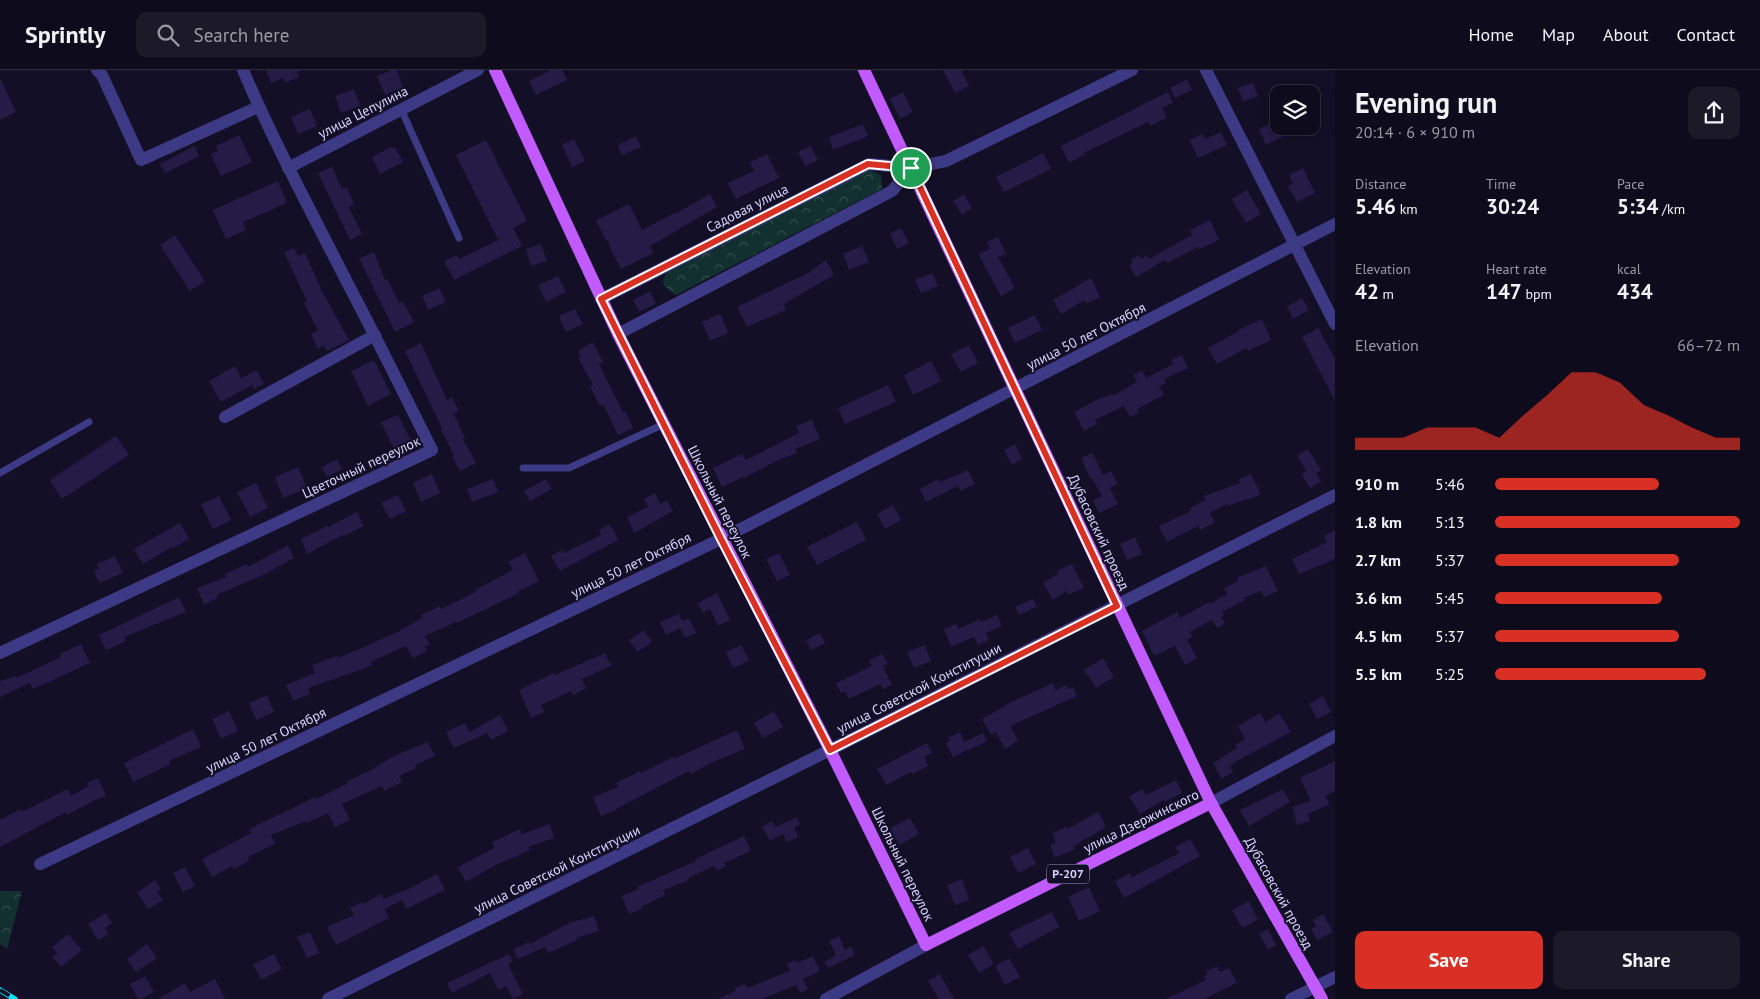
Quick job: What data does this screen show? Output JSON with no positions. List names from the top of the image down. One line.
{"streets":{"main road":["Школьный переулок","Дубасовский проезд","улица Дзержинского","Р-207"],"street":["улица Цепулина","Садовая улица","улица 50 лет Октября","Цветочный переулок","улица Советской Конституции"]},"crossings":[["улица Цепулина","Цветочный переулок"],["Садовая улица","Школьный переулок"],["Садовая улица","Дубасовский проезд"],["улица 50 лет Октября","Школьный переулок"],["улица 50 лет Октября","Дубасовский проезд"],["Школьный переулок","улица Советской Конституции"],["Школьный переулок","улица Дзержинского"],["Дубасовский проезд","улица Советской Конституции"],["Дубасовский проезд","улица Дзержинского"]],"page":{"header":"Sprintly","search":"Search here","nav":["Home","Map","About","Contact"],"heading":["Evening run","20:14 · 6 × 910 m"],"stats":[["Distance","5.46 km"],["Time","30:24"],["Pace","5:34 /km"],["Elevation","42 m"],["Heart rate","147 bpm"],["kcal","434"]],"chart":["Elevation","66–72 m"],"list":[{"name":"910 m","note":"5:46"},{"name":"1.8 km","note":"5:13"},{"name":"2.7 km","note":"5:37"},{"name":"3.6 km","note":"5:45"},{"name":"4.5 km","note":"5:37"},{"name":"5.5 km","note":"5:25"}],"buttons":["Save","Share"]}}
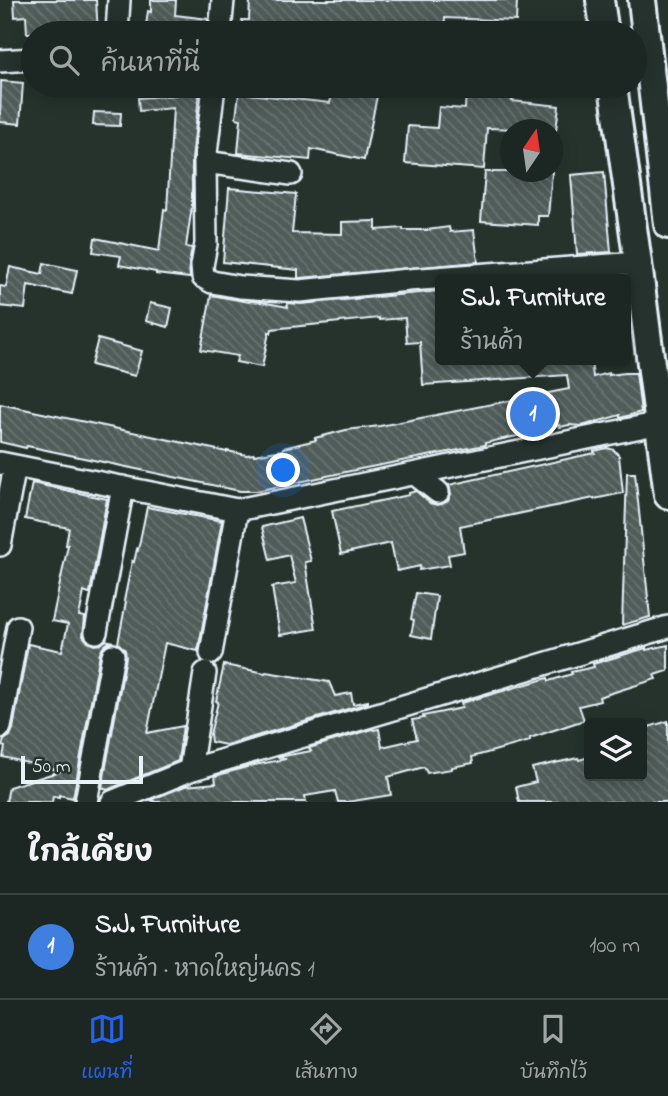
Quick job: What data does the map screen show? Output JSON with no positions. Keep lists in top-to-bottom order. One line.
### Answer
{"scale_bar":"50 m","north":"top","page":{"search":"ค้นหาที่นี่","popup":["S.J. Furniture","ร้านค้า"],"pins":"1","scale":"50 m","heading":"ใกล้เคียง","list":[{"mark":"1","name":"S.J. Furniture","note":"ร้านค้า · หาดใหญ่นคร 1","value":"100 m"}],"nav":["แผนที่","เส้นทาง","บันทึกไว้"]}}
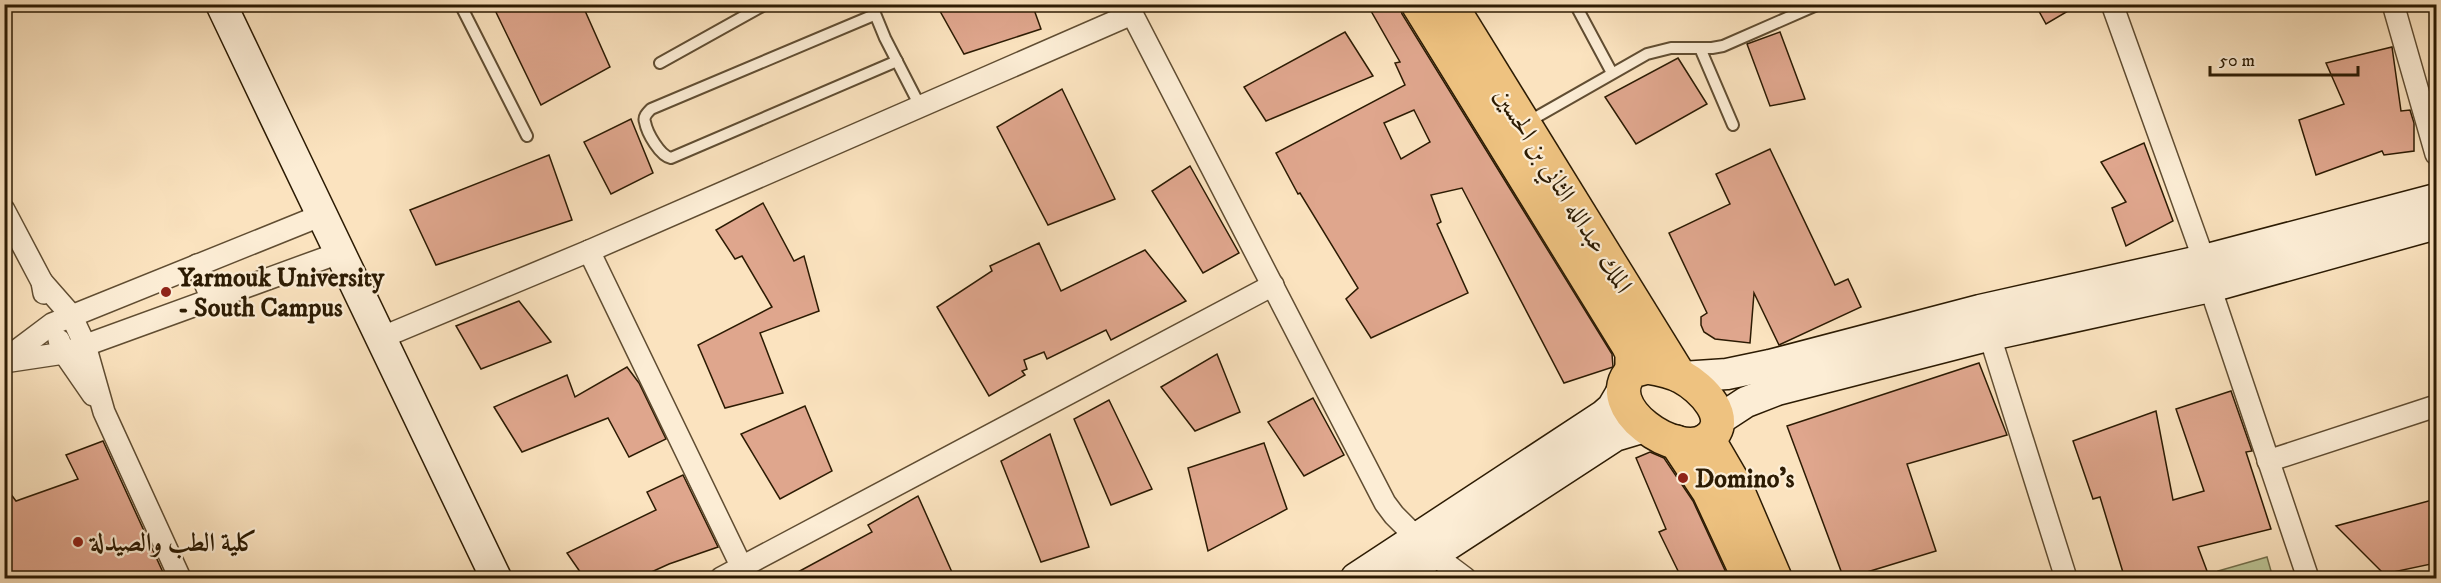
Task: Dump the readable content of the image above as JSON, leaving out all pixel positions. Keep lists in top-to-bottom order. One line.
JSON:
{"streets":{"main road":["الملك عبدالله الثاني بن الحسين"]},"places":["Yarmouk University - South Campus","Domino's","كلية الطب والصيدلة"],"scale_bar":"50 m"}
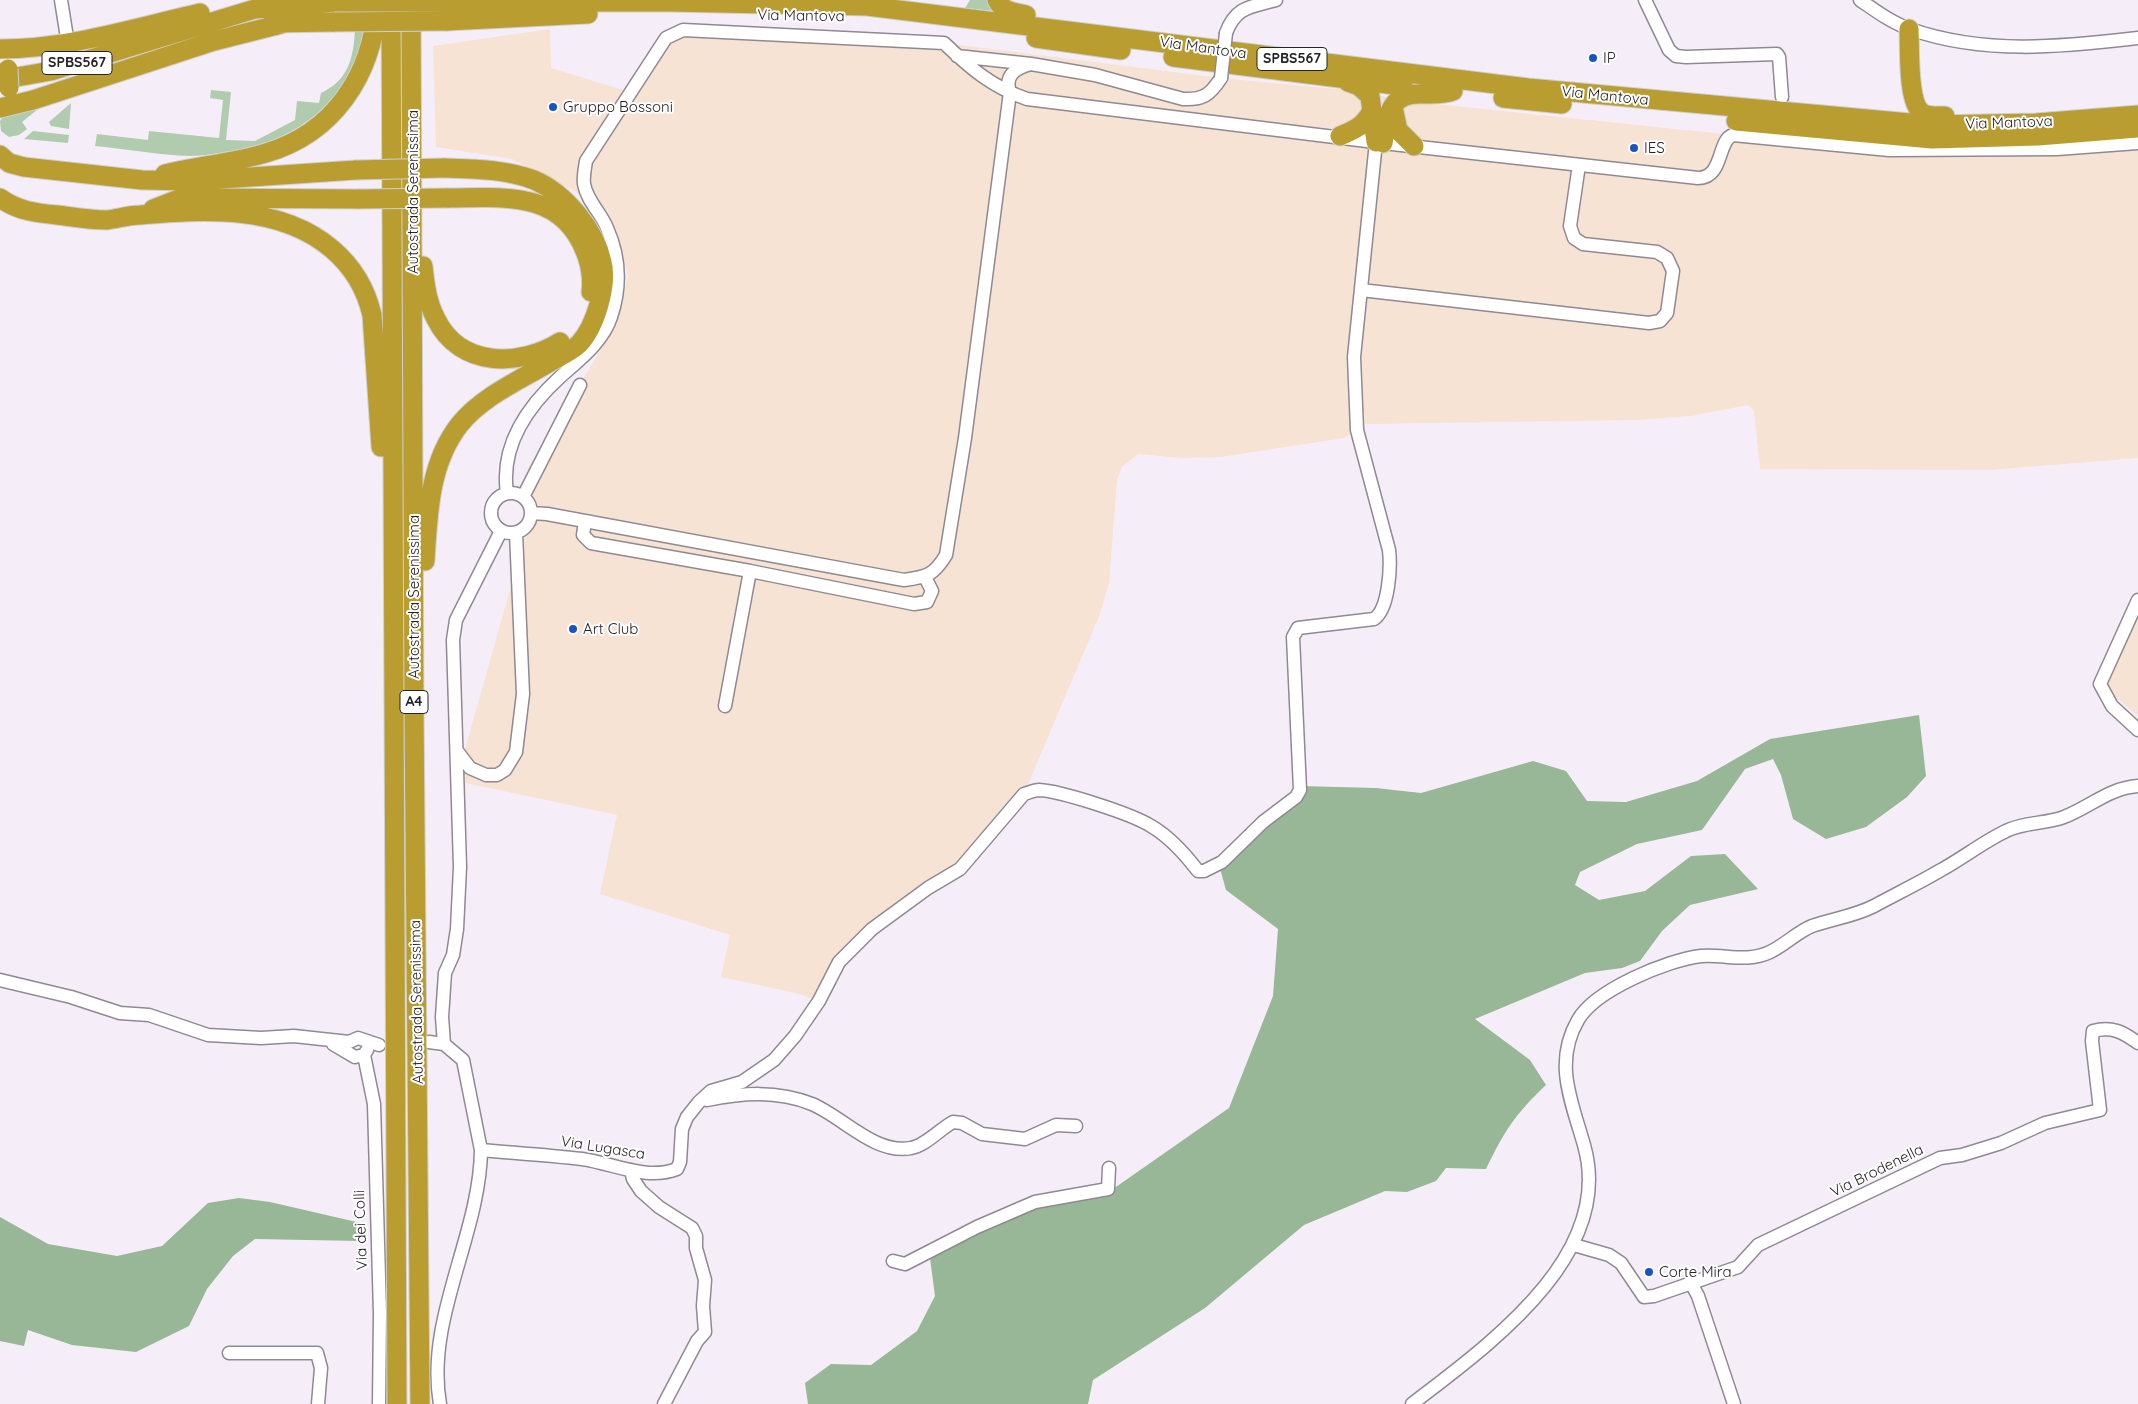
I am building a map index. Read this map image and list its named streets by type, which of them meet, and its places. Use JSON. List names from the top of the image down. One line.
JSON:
{"streets":{"highway":["Via Mantova","SPBS567","Autostrada Serenissima","A4"],"street":["Via Lugasca","Via Brodenella","Via dei Colli"]},"crossings":[["Via Mantova","SPBS567"]],"places":["IP","Gruppo Bossoni","IES","Art Club","Corte Mira"]}
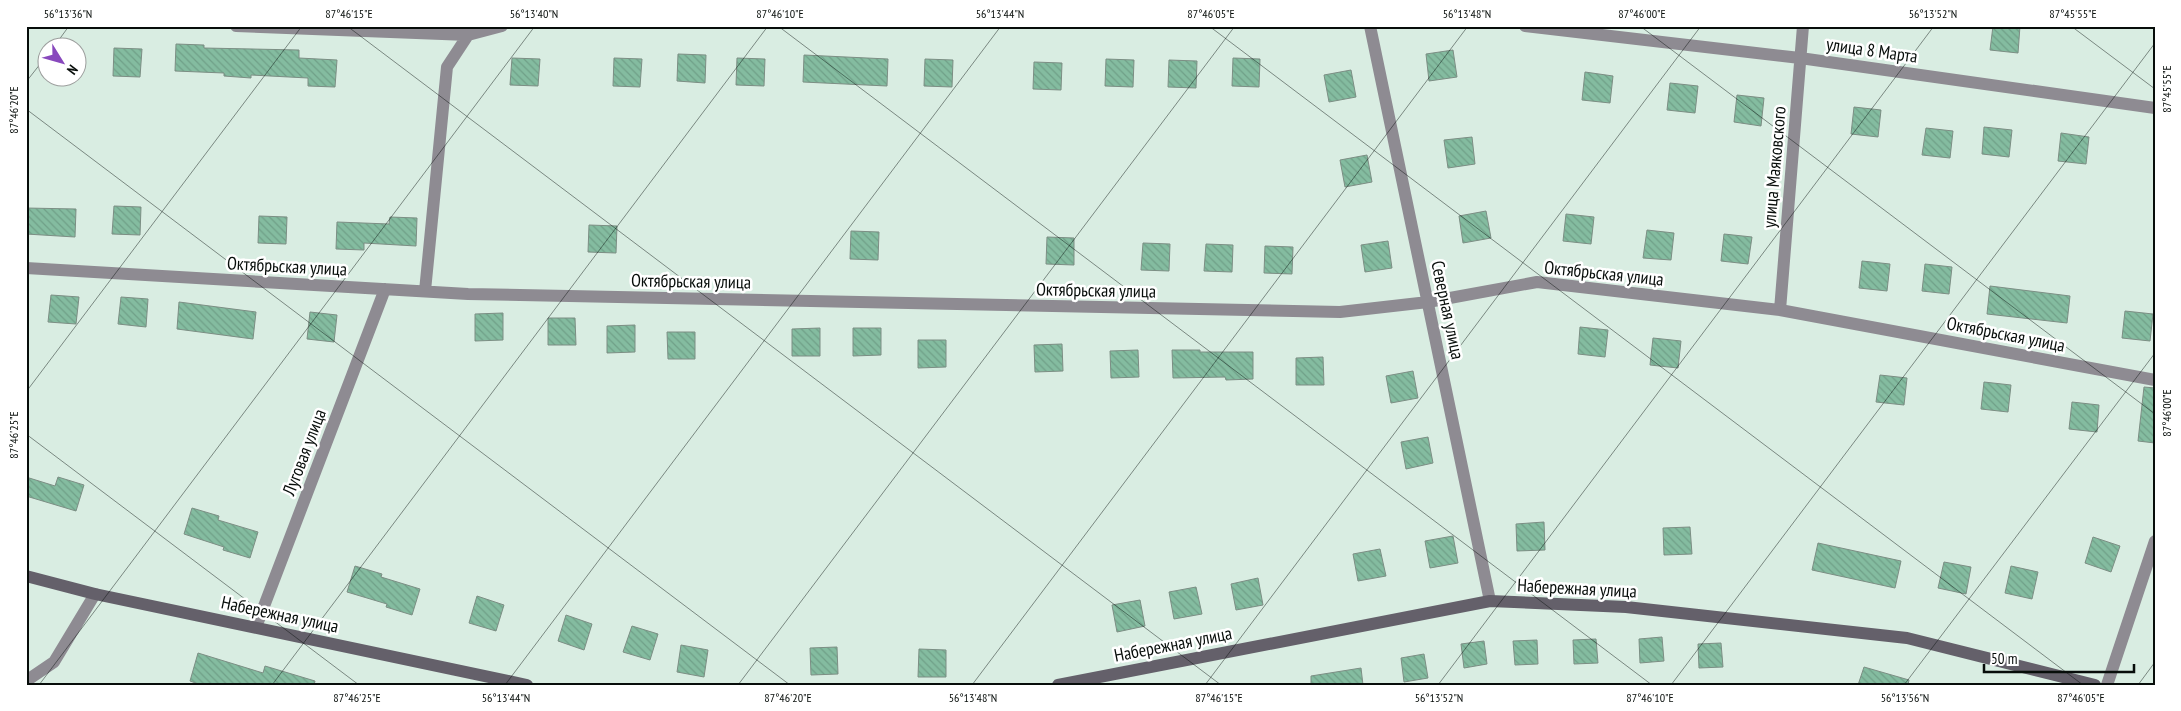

◇ ◇ ◇ ◇

(Work item)
All entries above must be printed again verbatim, with images excluded.

(Exercise result)
Quick job: What data does this screen show? Output JSON with no positions. List names from the top of the image down. One line.
{"streets":{"main road":["Школьный переулок","Дубасовский проезд","улица Дзержинского","Р-207"],"street":["улица Цепулина","Садовая улица","улица 50 лет Октября","Цветочный переулок","улица Советской Конституции"]},"crossings":[["улица Цепулина","Цветочный переулок"],["Садовая улица","Школьный переулок"],["Садовая улица","Дубасовский проезд"],["улица 50 лет Октября","Школьный переулок"],["улица 50 лет Октября","Дубасовский проезд"],["Школьный переулок","улица Советской Конституции"],["Школьный переулок","улица Дзержинского"],["Дубасовский проезд","улица Советской Конституции"],["Дубасовский проезд","улица Дзержинского"]],"page":{"header":"Sprintly","search":"Search here","nav":["Home","Map","About","Contact"],"heading":["Evening run","20:14 · 6 × 910 m"],"stats":[["Distance","5.46 km"],["Time","30:24"],["Pace","5:34 /km"],["Elevation","42 m"],["Heart rate","147 bpm"],["kcal","434"]],"chart":["Elevation","66–72 m"],"list":[{"name":"910 m","note":"5:46"},{"name":"1.8 km","note":"5:13"},{"name":"2.7 km","note":"5:37"},{"name":"3.6 km","note":"5:45"},{"name":"4.5 km","note":"5:37"},{"name":"5.5 km","note":"5:25"}],"buttons":["Save","Share"]}}
Quick job: What data does the map screen show? Output JSON with no positions. Keep lists in top-to-bottom order. One line.
### Answer
{"scale_bar":"50 m","north":"top","page":{"search":"ค้นหาที่นี่","popup":["S.J. Furniture","ร้านค้า"],"pins":"1","scale":"50 m","heading":"ใกล้เคียง","list":[{"mark":"1","name":"S.J. Furniture","note":"ร้านค้า · หาดใหญ่นคร 1","value":"100 m"}],"nav":["แผนที่","เส้นทาง","บันทึกไว้"]}}
Task: Dump the readable content of the image above as JSON, leaving out all pixel positions. Keep lists in top-to-bottom order. One line.
JSON:
{"streets":{"main road":["الملك عبدالله الثاني بن الحسين"]},"places":["Yarmouk University - South Campus","Domino's","كلية الطب والصيدلة"],"scale_bar":"50 m"}
I am building a map index. Read this map image and list its named streets by type, which of them meet, and its places. Use JSON. List names from the top of the image down. One line.
JSON:
{"streets":{"highway":["Via Mantova","SPBS567","Autostrada Serenissima","A4"],"street":["Via Lugasca","Via Brodenella","Via dei Colli"]},"crossings":[["Via Mantova","SPBS567"]],"places":["IP","Gruppo Bossoni","IES","Art Club","Corte Mira"]}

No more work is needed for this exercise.